/---
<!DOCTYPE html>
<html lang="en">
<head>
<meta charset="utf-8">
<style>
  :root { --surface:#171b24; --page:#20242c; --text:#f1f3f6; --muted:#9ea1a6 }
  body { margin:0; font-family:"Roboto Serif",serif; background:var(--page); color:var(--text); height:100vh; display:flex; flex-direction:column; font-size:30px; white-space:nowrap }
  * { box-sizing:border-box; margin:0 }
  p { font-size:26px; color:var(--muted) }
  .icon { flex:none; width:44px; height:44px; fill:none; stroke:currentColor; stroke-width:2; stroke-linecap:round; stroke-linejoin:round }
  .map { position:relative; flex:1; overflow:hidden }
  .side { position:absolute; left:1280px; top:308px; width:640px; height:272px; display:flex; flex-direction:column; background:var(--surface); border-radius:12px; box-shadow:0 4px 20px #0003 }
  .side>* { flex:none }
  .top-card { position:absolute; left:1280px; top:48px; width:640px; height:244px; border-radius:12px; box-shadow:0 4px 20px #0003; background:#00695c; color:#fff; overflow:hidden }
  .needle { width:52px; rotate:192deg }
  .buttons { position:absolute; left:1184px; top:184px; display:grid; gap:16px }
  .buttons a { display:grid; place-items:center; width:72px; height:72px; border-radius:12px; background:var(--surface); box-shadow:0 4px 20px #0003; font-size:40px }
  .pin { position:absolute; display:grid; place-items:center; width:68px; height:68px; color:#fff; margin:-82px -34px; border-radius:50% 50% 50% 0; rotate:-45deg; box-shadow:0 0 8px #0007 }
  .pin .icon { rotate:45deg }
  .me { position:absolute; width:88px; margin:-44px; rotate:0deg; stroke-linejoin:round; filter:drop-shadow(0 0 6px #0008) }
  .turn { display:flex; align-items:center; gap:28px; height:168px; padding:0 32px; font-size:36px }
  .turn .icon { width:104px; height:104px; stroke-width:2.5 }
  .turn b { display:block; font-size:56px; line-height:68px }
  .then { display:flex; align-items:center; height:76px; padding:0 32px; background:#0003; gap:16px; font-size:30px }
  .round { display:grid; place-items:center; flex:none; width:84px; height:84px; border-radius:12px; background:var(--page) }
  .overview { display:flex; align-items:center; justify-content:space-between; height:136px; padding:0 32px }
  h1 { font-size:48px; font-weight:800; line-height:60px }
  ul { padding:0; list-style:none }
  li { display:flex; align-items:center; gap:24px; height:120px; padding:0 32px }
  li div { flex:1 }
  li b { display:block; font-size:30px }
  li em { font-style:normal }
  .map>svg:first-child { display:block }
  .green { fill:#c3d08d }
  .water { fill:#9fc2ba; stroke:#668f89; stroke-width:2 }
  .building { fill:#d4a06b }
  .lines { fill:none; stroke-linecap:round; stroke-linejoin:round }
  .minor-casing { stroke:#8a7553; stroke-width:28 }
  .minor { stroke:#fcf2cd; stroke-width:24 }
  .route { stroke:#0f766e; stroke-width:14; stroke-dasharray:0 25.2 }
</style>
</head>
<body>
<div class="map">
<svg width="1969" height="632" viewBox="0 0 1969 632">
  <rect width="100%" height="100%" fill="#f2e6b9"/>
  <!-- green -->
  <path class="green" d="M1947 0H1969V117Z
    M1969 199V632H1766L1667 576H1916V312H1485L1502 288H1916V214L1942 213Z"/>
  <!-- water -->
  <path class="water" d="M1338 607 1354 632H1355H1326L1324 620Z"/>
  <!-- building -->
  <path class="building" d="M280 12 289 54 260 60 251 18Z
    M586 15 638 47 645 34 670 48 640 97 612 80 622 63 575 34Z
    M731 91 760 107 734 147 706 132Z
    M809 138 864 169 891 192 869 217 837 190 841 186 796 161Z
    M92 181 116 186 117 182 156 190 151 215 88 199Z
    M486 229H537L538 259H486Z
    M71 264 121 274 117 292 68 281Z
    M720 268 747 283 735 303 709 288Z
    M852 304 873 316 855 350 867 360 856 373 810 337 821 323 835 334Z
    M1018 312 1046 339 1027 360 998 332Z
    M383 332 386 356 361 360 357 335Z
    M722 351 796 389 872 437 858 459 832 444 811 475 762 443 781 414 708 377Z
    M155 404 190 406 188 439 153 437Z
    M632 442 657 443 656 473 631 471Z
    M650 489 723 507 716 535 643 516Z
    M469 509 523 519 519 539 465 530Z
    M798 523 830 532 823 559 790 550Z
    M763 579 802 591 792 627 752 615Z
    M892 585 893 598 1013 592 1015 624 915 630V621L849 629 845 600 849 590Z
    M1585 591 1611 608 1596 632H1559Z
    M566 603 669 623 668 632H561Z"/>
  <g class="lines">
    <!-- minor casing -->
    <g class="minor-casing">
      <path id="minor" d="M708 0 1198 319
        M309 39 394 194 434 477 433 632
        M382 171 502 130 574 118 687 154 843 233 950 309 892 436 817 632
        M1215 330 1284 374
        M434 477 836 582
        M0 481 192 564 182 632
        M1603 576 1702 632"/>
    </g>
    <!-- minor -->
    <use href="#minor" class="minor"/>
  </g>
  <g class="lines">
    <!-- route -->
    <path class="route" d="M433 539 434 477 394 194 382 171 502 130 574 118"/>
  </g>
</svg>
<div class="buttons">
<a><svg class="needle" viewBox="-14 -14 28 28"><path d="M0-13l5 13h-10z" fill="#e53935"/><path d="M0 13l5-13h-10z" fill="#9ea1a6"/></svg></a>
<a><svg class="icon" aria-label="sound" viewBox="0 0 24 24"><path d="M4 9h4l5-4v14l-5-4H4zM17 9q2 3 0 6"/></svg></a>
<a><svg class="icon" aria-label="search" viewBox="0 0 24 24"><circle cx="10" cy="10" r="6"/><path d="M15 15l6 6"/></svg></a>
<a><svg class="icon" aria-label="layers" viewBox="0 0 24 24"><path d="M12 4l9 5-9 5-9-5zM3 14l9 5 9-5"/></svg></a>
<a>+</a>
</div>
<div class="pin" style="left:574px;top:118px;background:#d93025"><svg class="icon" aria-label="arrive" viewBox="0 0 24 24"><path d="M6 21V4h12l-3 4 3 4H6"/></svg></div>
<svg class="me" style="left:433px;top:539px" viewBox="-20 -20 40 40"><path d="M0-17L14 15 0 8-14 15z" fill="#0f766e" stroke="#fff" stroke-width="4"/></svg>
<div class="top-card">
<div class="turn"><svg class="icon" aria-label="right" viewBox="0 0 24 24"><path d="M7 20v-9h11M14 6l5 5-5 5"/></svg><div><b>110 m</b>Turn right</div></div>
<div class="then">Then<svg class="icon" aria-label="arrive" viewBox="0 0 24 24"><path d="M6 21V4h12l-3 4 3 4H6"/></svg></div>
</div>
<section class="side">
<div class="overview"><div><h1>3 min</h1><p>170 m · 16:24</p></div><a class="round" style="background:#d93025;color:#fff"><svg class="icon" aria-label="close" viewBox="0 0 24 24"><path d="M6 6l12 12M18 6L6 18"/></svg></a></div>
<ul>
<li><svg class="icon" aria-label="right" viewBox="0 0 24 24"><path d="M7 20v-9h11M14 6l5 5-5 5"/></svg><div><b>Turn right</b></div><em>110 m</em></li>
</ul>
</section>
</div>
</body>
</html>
\---
EXERCISE GOAL – Using the listing above, work out how many of its lines include "hidden", and give only the result.

EXERCISE RESULT – 2